Ci-joint la déclaration de la section du Chablais du Parti Communiste Français à propos de la fermeture programmée du Lycée d''Enseignement Professionnel du Chablais chemin de Morcy avec le transfert des activités sur le futur lycée d'enseignement général de Douvaine, et celui de deux sections : sur Évian et sur Annemasse.
Les communistes du Chablais, leurs élu-e-s, refusent d'acter ces décisions et soutiendront toutes les initiatives, syndicales, d'organisations de parents d'élèves, d'élus locaux, qui refusent cette nouvelle attaque contre l'enseignement professionnel créant ainsi un handicap supplémentaire pour les élèves des catégories les plus en difficulté.
Pour la section du Chablais du PCF
Michel Vuillaume
La décision administrative prise par le rectorat et la Région en mars 2025 de regrouper les formations actuellement à Thonon au Lycée Professionnel du Chablais sur le site du futur lycée d'enseignement général à Douvaine va remettre gravement en cause l'accès à l'enseignement professionnel pour les jeunes de Thonon et des
vallées environnantes.
La plupart des sections de formation du LP seront transférées sur Douvaine, sauf deux qui iront, pour l'une à Annemasse, (la menuiserie au lycée Jean Monnet), et l'autre, (Gestion Administrative Transport et Logistique), à Anna de Noailles à Évian pour la rentrée 2031.
En plus d'être une opération arbitraire, purement comptable dans un cadre d'économies drastiques probablement justifiées par la Région et surtout par le Ministère, avec au plan national une augmentation du temps passé en entreprise et la réduction des heures d’enseignement général, avec regroupement de sections
différentes, ce qui augmente les effectifs de classe, donc dommageable pour les plus fragiles, cette décision est une aberration géographique qui pénalisera encore plus un jeune public souvent en difficulté scolaire, dont beaucoup de familles parmi les plus défavorisées devront assurer le surcoût de transport vers une commune excentrée du Chablais, de surcroît mal desservie.
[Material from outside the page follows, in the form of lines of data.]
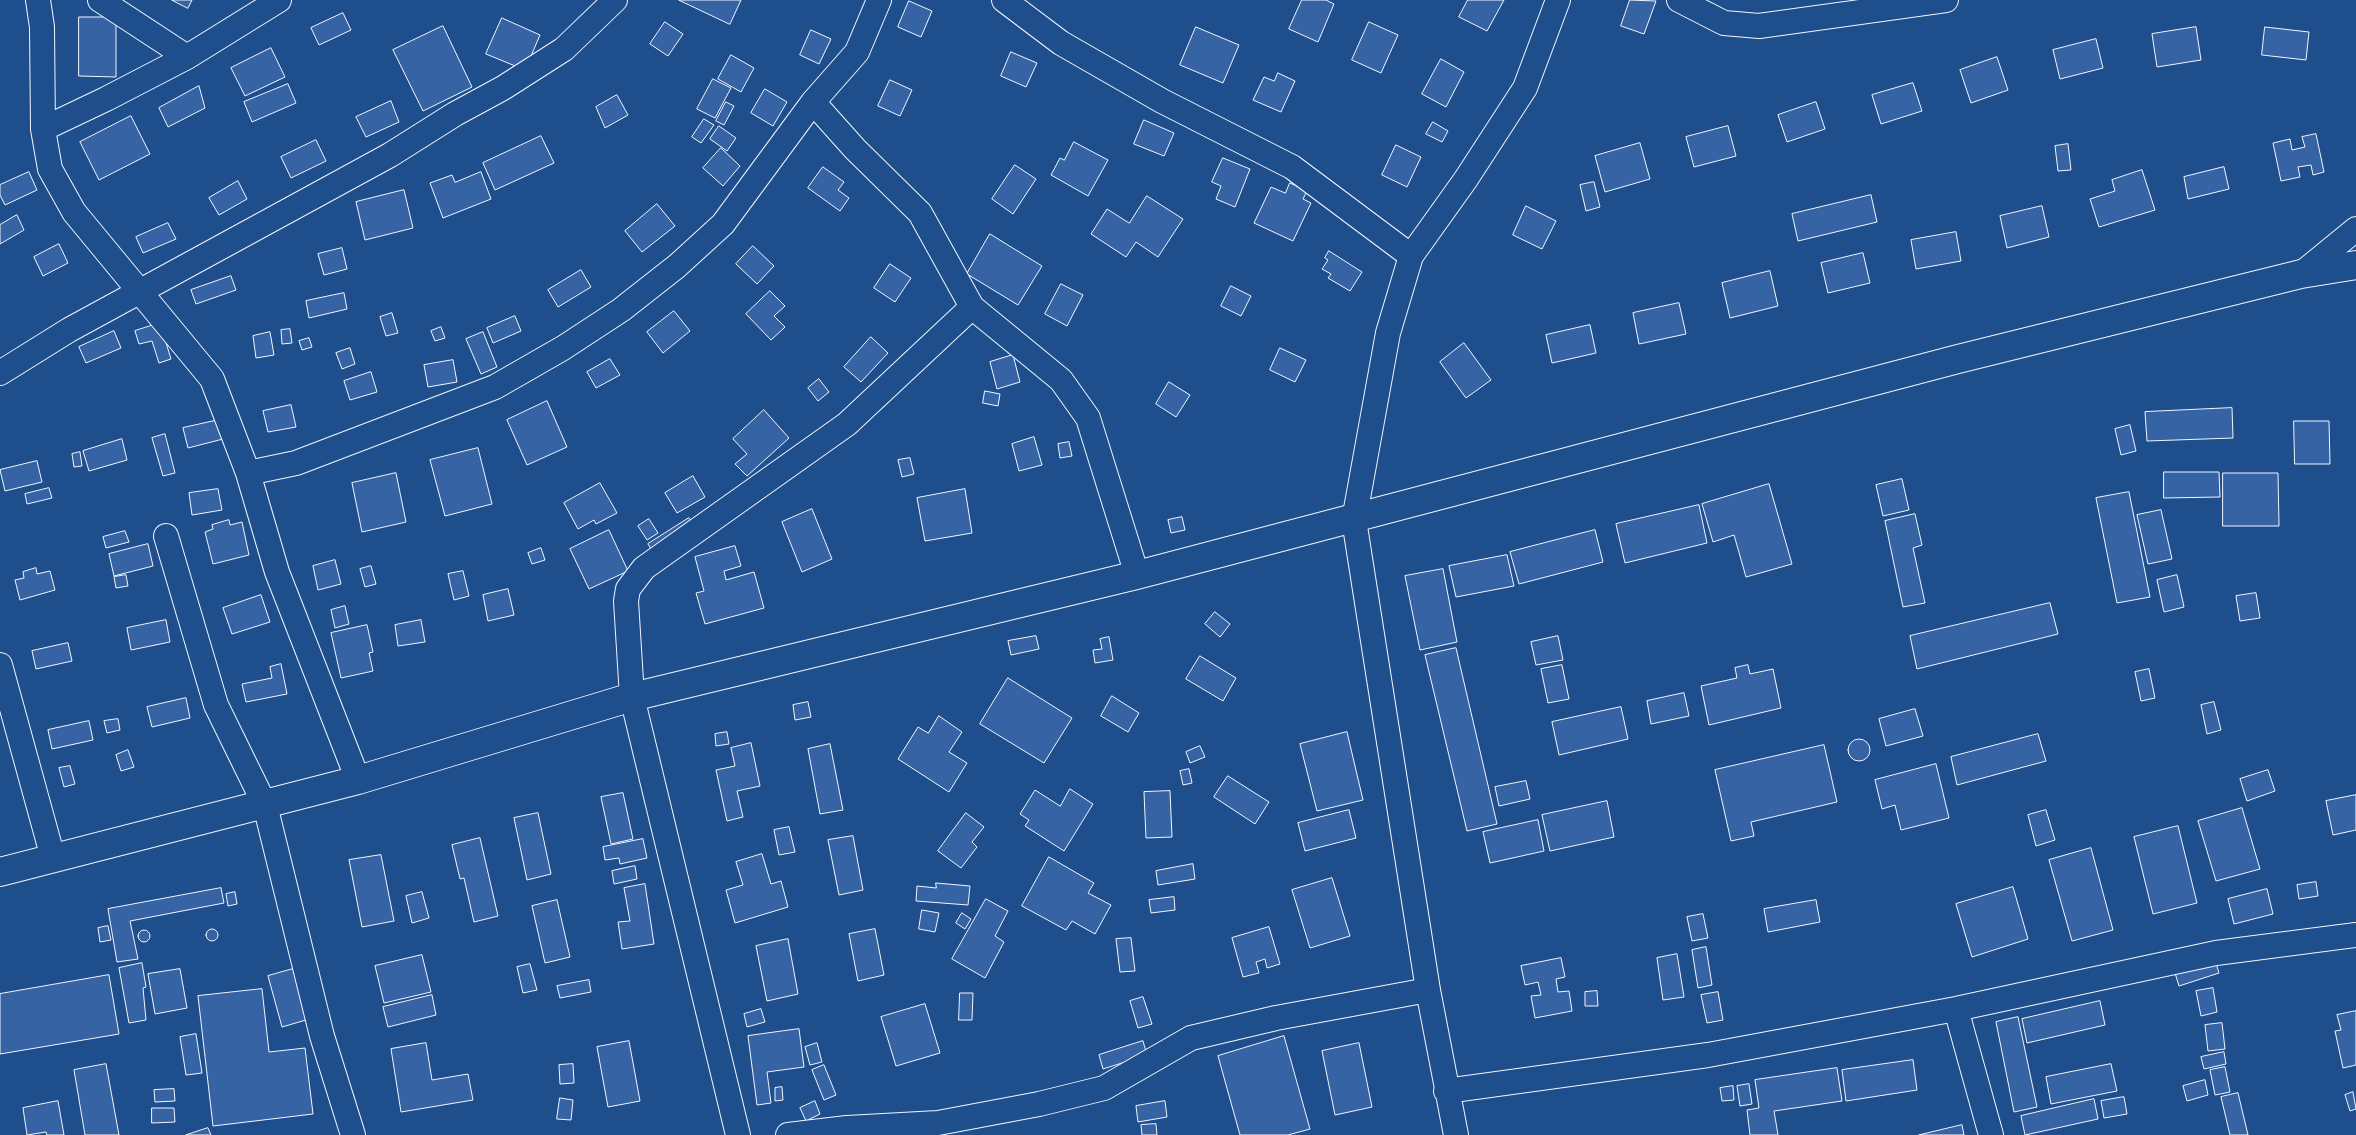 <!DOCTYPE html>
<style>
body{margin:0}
canvas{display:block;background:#1f4e8c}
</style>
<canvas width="2356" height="1135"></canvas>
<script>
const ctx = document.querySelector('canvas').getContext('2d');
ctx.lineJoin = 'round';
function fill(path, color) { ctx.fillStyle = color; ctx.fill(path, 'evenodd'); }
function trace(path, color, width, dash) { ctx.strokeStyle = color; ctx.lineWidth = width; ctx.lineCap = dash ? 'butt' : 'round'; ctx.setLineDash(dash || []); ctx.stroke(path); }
const building = new Path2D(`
 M172,0h20l-4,8z
 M679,0h62l-11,24z
 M1302,0h24l8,4 -16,38 -29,-13z
 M1468,0h36l-17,31 -28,-14z
 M1630,0l26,1 -12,33 -23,-8z
 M909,1l23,10 -11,26 -23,-10z
 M343,13l8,17 -32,15 -8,-17z
 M79,17h37v60l-37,-1z
 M502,18l38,17 -15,35 -39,-16z
 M665,22l18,12 -15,22 -18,-12z
 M1369,22l29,13 -17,38 -29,-13z
 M443,26l29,61 -49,24 -30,-61z
 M1196,27l43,18 -16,38 -43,-18z
 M2196,27l5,33 -44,7 -5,-33z
 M2265,27l44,5 -3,28 -44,-5z
 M811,30l20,9 -12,25 -19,-9z
 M2096,39l7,29 -43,11 -7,-29z
 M271,48l14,29 -40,19 -14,-28z
 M1011,52l26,11 -11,24 -25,-11z
 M731,55l23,13 -13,24 -23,-13z
 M1997,57l11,33 -37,13 -11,-33z
 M1441,59l23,13 -18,35 -24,-13z
 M1278,73l17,8 -14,31 -28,-12 11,-23 10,4z
 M713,79l18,9 -16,30 -18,-9z
 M890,80l22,10 -12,26 -22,-10z
 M1913,83l9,28 -41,13 -9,-29z
 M288,84l8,19 -44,19 -8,-20z
 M199,86l6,22 -37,19 -9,-19z
 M765,89l22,13 -14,24 -22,-13z
 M617,95l11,20 -23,13 -9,-21z
 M391,101l8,21 -33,15 -10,-20z
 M726,102l8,4 -10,19 -8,-4z
 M1816,102l9,27 -38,13 -9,-27z
 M131,116l19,38 -51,26 -19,-38z
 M704,119l10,6 -13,18 -9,-6z
 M1144,120l30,13 -10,23 -30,-12z
 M1433,122l15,9 -6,11 -16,-8z
 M719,126l17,12 -9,13 -17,-12z
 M1728,126l8,30 -42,11 -8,-30z
 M2316,134l8,38 -11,3 -2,-10 -13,2 2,10 -19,4 -8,-38 17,-4 2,11 13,-3 -3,-10z
 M541,136l13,27 -59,27 -12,-27z
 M316,140l10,21 -35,17 -10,-21z
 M1074,142l34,18 -20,36 -37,-21 9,-17 4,2z
 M1640,143l10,36 -45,13 -10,-36z
 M2068,144l3,26 -13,1 -3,-25z
 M1396,145l25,12 -14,30 -25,-12z
 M721,148l19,18 -17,20 -20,-18z
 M1223,158l27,11 -15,38 -19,-8 5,-13 -9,-4z
 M1015,165l21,14 -23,35 -21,-15z
 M823,167l21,15 -6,8 11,8 -9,13 -32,-23z
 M2224,167l5,22 -41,10 -4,-22z
 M2142,170l13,40 -56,17 -9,-28 25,-8 -3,-11z
 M29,172l8,18 -32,15 -5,-10v-10z
 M481,172l10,27 -48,19 -13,-35 22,-8 3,7z
 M238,181l9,18 -28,16 -10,-17z
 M1594,182l6,25 -14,4 -6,-26z
 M1290,183l17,8 -4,8 8,4 -18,38 -39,-18 17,-36 14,6z
 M404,190l9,38 -48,12 -9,-38z
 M1871,195l6,27 -79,19 -6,-27z
 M1147,196l36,23 -25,38 -22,-15 -10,15 -35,-23 16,-25 22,14z
 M657,204l18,22 -33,26 -17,-21z
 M1526,206l30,15 -14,28 -29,-14z
 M2042,206l7,31 -42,11 -7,-32z
 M17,215l7,15 -24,14v-19z
 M168,223l8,16 -33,14 -7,-16z
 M1956,232l5,29 -45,8 -5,-29z
 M990,234l52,32 -24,39 -51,-31z
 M59,244l9,19 -25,13 -9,-19z
 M753,246l21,20 -17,18 -21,-20z
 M342,248l5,21 -23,6 -6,-21z
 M1329,251l33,21 -12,19 -22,-13 3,-4 -9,-5 6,-9 -3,-2z
 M1863,253l7,30 -42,10 -7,-30z
 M890,264l21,14 -16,24 -21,-14z
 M581,270l10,17 -33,20 -10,-17z
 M1770,271l8,35 -48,12 -8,-35z
 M231,276l5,14 -40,14 -5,-14z
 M1061,284l22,11 -16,31 -22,-12z
 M1231,286l20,10 -10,20 -20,-10z
 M770,291l15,15 -11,10 11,11 -14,13 -25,-26z
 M344,293l3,16 -38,9 -3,-17z
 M1679,303l7,31 -47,10 -6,-31z
 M674,311l16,20 -27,22 -16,-21z
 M392,313l6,20 -12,3 -6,-19z
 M515,316l6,15 -28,12 -6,-15z
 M160,323l11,36 -12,4 -7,-22 -13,3 -4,-13z
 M1590,325l6,28 -44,10 -6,-28z
 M441,327l4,11 -10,3 -4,-10z
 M290,329l2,14 -10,1 -1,-14z
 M114,331l7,17 -35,15 -7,-16z
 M270,332l4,23 -18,3 -3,-22z
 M483,332l14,35 -16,7 -15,-35z
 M871,337l17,16 -27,29 -17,-15z
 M309,338l3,9 -10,3 -3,-9z
 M1464,343l27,37 -25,18 -26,-36z
 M350,348l5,16 -13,5 -6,-16z
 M1280,348l26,12 -11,22 -25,-12z
 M1013,355l7,27 -23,7 -7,-27z
 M610,359l10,16 -24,13 -9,-16z
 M453,360l4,22 -29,5 -4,-22z
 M371,372l6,20 -27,8 -6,-19z
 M819,379l10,13 -11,9 -10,-13z
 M1169,382l21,13 -14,22 -20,-13z
 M985,391l15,3 -2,12 -15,-3z
 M547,401l20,46 -40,18 -20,-45z
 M291,405l5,22 -28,5 -5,-21z
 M2232,408l1,30 -86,3 -2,-29z
 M764,410l25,28 -42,38 -12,-12 12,-10 -14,-15z
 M219,420l4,19 -35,9 -5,-20z
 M2294,421h35l1,43h-35z
 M2130,425l6,26 -15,4 -6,-26z
 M165,434l10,39 -12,3 -11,-38z
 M1034,437l8,28 -23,6 -7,-27z
 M122,439l5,21 -38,11 -6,-20z
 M1069,442l3,14 -12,2 -2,-14z
 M478,448l14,56 -47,12 -15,-56z
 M80,452l2,14 -8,1 -2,-13z
 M910,458l4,16 -12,3 -4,-17z
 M37,461l5,21 -37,9 -5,-21z
 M2164,472h55l1,25 -56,1z
 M396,473l10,49 -44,10 -10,-49z
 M2223,473h55l1,53h-56z
 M693,476l12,21 -28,16 -12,-20z
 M1902,479l7,31 -26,6 -7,-31z
 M600,483l17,30 -21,11 -2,-4 -16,9 -14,-26z
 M1769,484l23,80 -46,13 -12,-42 -21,7 -11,-38z
 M49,488l3,10 -25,6 -2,-10z
 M218,489l4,21 -30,5 -3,-22z
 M965,489l7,44 -47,8 -8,-43z
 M2129,492l21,105 -33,6 -21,-105z
 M1699,505l8,38 -82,20 -9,-39z
 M812,509l20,50 -30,13 -20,-50z
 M2161,510l11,49 -24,5 -11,-49z
 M1915,514l7,31 -9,3 12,55 -22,4 -18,-86z
 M1182,517l3,13 -14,3 -3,-13z
 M689,518l6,9 -41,27 -6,-10z
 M649,519l9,14 -11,7 -9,-14z
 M229,520l1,5 12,-3 7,33 -36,9 -8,-32 8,-3 -1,-4z
 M609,530l19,41 -39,18 -19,-40z
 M1595,530l8,32 -84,22 -9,-32z
 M125,531l4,11 -23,6 -3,-11z
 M148,544l5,22 -39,10 -5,-22z
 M735,546l6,20 -17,5 2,9 28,-8 10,36 -59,16 -9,-31 8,-2 -9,-34z
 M541,548l4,12 -13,4 -4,-11z
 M1507,555l7,31 -58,11 -7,-31z
 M335,560l6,24 -23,6 -5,-24z
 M371,566l5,18 -11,3 -5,-18z
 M36,568l1,6 13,-3 5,19 -35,10 -5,-20 9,-2 -1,-6z
 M1443,569l14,73 -37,8 -15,-74z
 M463,571l6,25 -15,4 -6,-26z
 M126,575l2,11 -12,2 -2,-11z
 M2177,575l7,32 -20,5 -7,-32z
 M508,589l6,26 -26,6 -5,-26z
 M2256,593l4,25 -20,3 -4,-25z
 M261,595l9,27 -38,12 -9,-26z
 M2050,603l8,31 -141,35 -7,-33z
 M345,606l4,18 -14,4 -4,-18z
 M1215,612l15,12 -10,13 -15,-13z
 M166,620l4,22 -39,8 -4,-22z
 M421,620l4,22 -27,4 -3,-21z
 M367,625l6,27 -4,1 4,18 -32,7 -10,-45z
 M1036,636l3,13 -28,6 -3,-14z
 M1558,636l5,24 -27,5 -5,-23z
 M1109,637l4,23 -18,3 -2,-13 9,-1 -2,-10z
 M68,643l4,18 -36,8 -4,-18z
 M1456,648l41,176 -30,7 -42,-176z
 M1200,656l36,22 -13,23 -37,-22z
 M281,664l6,30 -41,8 -4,-18 30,-6 -2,-11z
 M1562,665l7,34 -21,4 -7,-34z
 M1748,665l2,9 23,-5 8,39 -72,17 -8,-39 36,-8 -2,-10z
 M2149,669l6,29 -14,3 -6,-29z
 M1008,678l64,40 -28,45 -64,-39z
 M1684,693l5,23 -38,8 -4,-23z
 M1112,696l27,17 -11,19 -27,-16z
 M186,698l4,20 -38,9 -5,-20z
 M808,702l3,15 -16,3 -2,-15z
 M2214,702l7,28 -14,4 -6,-29z
 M1621,707l7,32 -69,16 -7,-33z
 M1915,709l8,27 -37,10 -7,-27z
 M939,716l23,16 -13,20 18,11 -18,29 -51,-33 20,-32 10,6z
 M118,719l2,11 -13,3 -3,-12z
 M89,721l4,19 -41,9 -4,-19z
 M727,732l2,12 -13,2 -1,-12z
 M1347,732l16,68 -46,11 -17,-67z
 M2038,734l8,27 -89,24 -6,-28z
 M1848 750a11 11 0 1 1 22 0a11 11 0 1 1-22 0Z
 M751,743l9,43 -23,5 6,26 -16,4 -11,-51 19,-4 -4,-18z
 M830,744l13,66 -23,4 -12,-65z
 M1824,745l13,57 -86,20 3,14 -23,5 -16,-71z
 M1200,746l5,11 -15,6 -4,-11z
 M128,750l6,17 -13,4 -5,-16z
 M1936,764l13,54 -48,12 -6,-25 -13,4 -7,-29z
 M70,766l5,18 -11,3 -5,-19z
 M1189,769l3,14 -9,2 -3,-14z
 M2268,770l7,21 -28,10 -7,-22z
 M1228,776l41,26 -14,22 -41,-27z
 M1526,781l4,18 -31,7 -4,-19z
 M1070,789l23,15 -29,47 -39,-25 4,-6 -9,-6 15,-24 25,16z
 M1170,791l2,46 -26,1 -2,-46z
 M623,793l10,46 -22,5 -10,-47z
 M2356,795v35l-23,5 -7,-34z
 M1607,801l7,36 -64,14 -8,-36z
 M2242,808l18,61 -44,12 -18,-60z
 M1349,810l7,28 -51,13 -7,-28z
 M2046,810l9,30 -19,6 -8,-31z
 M538,813l13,61 -24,6 -13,-62z
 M966,813l18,14 -12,15 5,5 -16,21 -23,-17z
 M1538,820l6,31 -54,12 -7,-31z
 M2178,826l19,77 -44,11 -19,-77z
 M789,827l6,25 -16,3 -5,-25z
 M853,836l10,54 -24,5 -11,-55z
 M480,838l18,78 -24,6 -10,-44 -4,1 -8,-34z
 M643,839l4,19 -27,6 -1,-6 -14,2 -2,-13z
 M2091,848l22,82 -41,11 -23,-81z
 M762,854l9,30 10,-3 7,26 -53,16 -9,-33 17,-5 -7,-23z
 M381,855l13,66 -32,6 -13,-67z
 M1049,857l45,26 -6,10 23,12 -16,29 -23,-13 -6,9 -44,-24z
 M1193,864l2,15 -37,6 -2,-14z
 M635,866l2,13 -23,5 -2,-13z
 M1332,878l18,58 -40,12 -18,-58z
 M2316,882l2,14 -19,3 -2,-14z
 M936,883l34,3 -2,19 -52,-4 1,-15 19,2z
 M645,884l9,60 -32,5 -4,-27 12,-1 -6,-33z
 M2013,887l15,52 -56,18 -16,-53z
 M221,888l3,15 -94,18 8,38 -21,3 -9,-53z
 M2267,889l6,25 -39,10 -6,-25z
 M235,892l2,12 -9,2 -2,-12z
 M422,892l7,26 -17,5 -6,-27z
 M1174,897l1,13 -24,3 -2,-13z
 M986,899l22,12 -13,25 9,6 -19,36 -33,-19z
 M557,900l13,57 -25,6 -13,-57z
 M1816,900l4,22 -52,10 -4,-23z
 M922,910l17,3 -4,19 -16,-3z
 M962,913l9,6 -6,10 -9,-6z
 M1703,914l5,24 -16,3 -5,-24z
 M108,926l3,14 -11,2 -2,-14z
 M1269,927l11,37 -13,4 -2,-9 -9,3 3,11 -16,4 -11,-39z
 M875,929l9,46 -26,6 -9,-47z
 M206 935a6 6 0 1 1 12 0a6 6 0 1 1-12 0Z
 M138 936a6 6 0 1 1 12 0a6 6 0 1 1-12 0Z
 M1131,938l4,33 -15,1 -4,-33z
 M788,939l10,55 -31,7 -11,-55z
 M1706,947l6,38 -14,3 -6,-38z
 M1677,954l7,43 -21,3 -6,-42z
 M422,955l9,37 -47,11 -9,-37z
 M1561,958l4,19 -9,2 2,13 11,-1 3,20 -37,7 -4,-22 10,-1 -3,-13 -13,3 -4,-19z
 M2215,960l4,13 -40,13 -4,-13z
 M142,963l4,24 -3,1 3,32 -17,3 -10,-55z
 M530,964l7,26 -14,3 -6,-26z
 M180,969l7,39 -32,6 -7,-40z
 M293,969l13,51 -24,7 -14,-51z
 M109,975l10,59 -119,20v-60z
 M589,980l2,12 -31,6 -3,-12z
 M2213,988l4,24 -16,4 -5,-25z
 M262,989l7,63 36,-4 8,66 -100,12 -15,-130z
 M1597,991l1,15h-13v-14z
 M1718,992l5,28 -16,3 -6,-28z
 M960,993h13l-1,27h-13z
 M432,995l4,20 -48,12 -5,-20z
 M1143,997l9,27 -14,4 -8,-27z
 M2100,1001l5,24 -78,18 -5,-24z
 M925,1004l15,49 -44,13 -15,-49z
 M761,1009l4,13 -18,5 -3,-13z
 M2356,1011v54l-13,3 -8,-37 6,-1 -4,-15z
 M2018,1017l19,90 -23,5 -18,-90z
 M2222,1023l3,26 -17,2 -3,-26z
 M799,1029l5,38 -37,5 4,31 -14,2 -9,-69z
 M196,1034l6,39 -16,2 -6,-38z
 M1284,1036l26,93 -22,6h-48l-22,-79z
 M629,1041l11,60 -32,6 -11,-60z
 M1143,1041l4,14 -44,14 -4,-14z
 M426,1043l6,37 36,-6 5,26 -72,12 -10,-63z
 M817,1043l5,19 -12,3 -5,-18z
 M1359,1043l13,64 -37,8 -13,-64z
 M2224,1052l2,12 -22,5 -3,-12z
 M1913,1060l4,30 -71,11 -4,-31z
 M106,1064l13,71h-34l-11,-65z
 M573,1064l1,19 -14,1 -1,-19z
 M2111,1064l6,27 -66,13 -5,-27z
 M824,1065l12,30 -12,5 -12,-30z
 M2225,1067l5,25 -15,3 -5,-25z
 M1837,1068l5,33 -68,10 4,24h-28l-3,-25 12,-2 -4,-28z
 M2205,1080l3,15 -21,6 -4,-15z
 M1749,1084l3,20 -12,2 -3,-20z
 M1733,1086l1,14 -12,1 -2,-13z
 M782,1087l1,13 -8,1v-13z
 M174,1089l1,12 -20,1 -1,-12z
 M2353,1092l3,17 -6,2 -5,-16z
 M2238,1093l10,42h-18l-9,-38z
 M2124,1097l3,17 -23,4 -3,-17z
 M560,1098l13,2 -2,20 -14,-1z
 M2094,1099l4,20 -73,16 -4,-19z
 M58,1101l6,34h-17l-1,-3 -19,3 -4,-27z
 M815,1101l5,13 -14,7 -6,-13z
 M1165,1101l2,16 -29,5 -2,-16z
 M152,1108h22l1,14 -23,1z
 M1156,1124l1,11h-15l-1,-10z
 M1962,1125l2,10h-45z
 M208,1128l3,7h-25z`);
fill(building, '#3563a3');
trace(building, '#f2f6ff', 1);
const street = new Path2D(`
 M38,0l4,27 1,102 7,40 24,43 138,167 36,94 29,99 81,208
 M100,0l87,57
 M1004,0l57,43 101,58 130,66 119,89 -23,77 -34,187 74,470 28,145
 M1679,0l45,23 35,3 187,-26
 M813,102l42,47 65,64 52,94 89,73 27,38 49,157
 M43,129l63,-30 81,-42 92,-57
 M1411,256l55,-77 59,-91 33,-88
 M2301,274l55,-45
 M0,373l69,-43 321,-175 65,-41 48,-26 61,-39 51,-49
 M248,473l48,-10 199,-76 68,-39 58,-38 56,-44 46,-42 90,-122 44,-50 22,-52
 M166,536l50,169 49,100 57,231 31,99
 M0,665l53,193
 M1956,1009l35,126
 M1446,1091l262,-36 248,-46 260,-56 140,-18
 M738,1135l-106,-438 -6,-96 2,-12 16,-21 203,-144 125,-117
 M788,1135l59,-7 91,-5 101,-19 65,-16 87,-50 85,-20 152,-28`);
const primary = new Path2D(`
 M0,872l358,-92 274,-83 505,-122 821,-216 343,-85 55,-9`);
trace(street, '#f2f6ff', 26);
trace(primary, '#f2f6ff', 30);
trace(street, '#1f4e8c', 24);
trace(primary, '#1f4e8c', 28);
</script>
Sans oublier la durée supplémentaire de transport avec un départ très tôt le matin (du plateau de Gavot par exemple) et un retour plus tardif.
D’après le site du LP https://chablais.ent.auvergnerhonealpes.fr/lp-du-chablais/, il y a aussi des actions de formation pour les « élèves décrocheurs » (Mission de Lutte contre le Décrochage Scolaire (MLDS)), une 3ème Préparatoire à la voie Professionnelle (cycle 4 du collège) et des formations ou reconversions dans le cadre du GRETA LAC.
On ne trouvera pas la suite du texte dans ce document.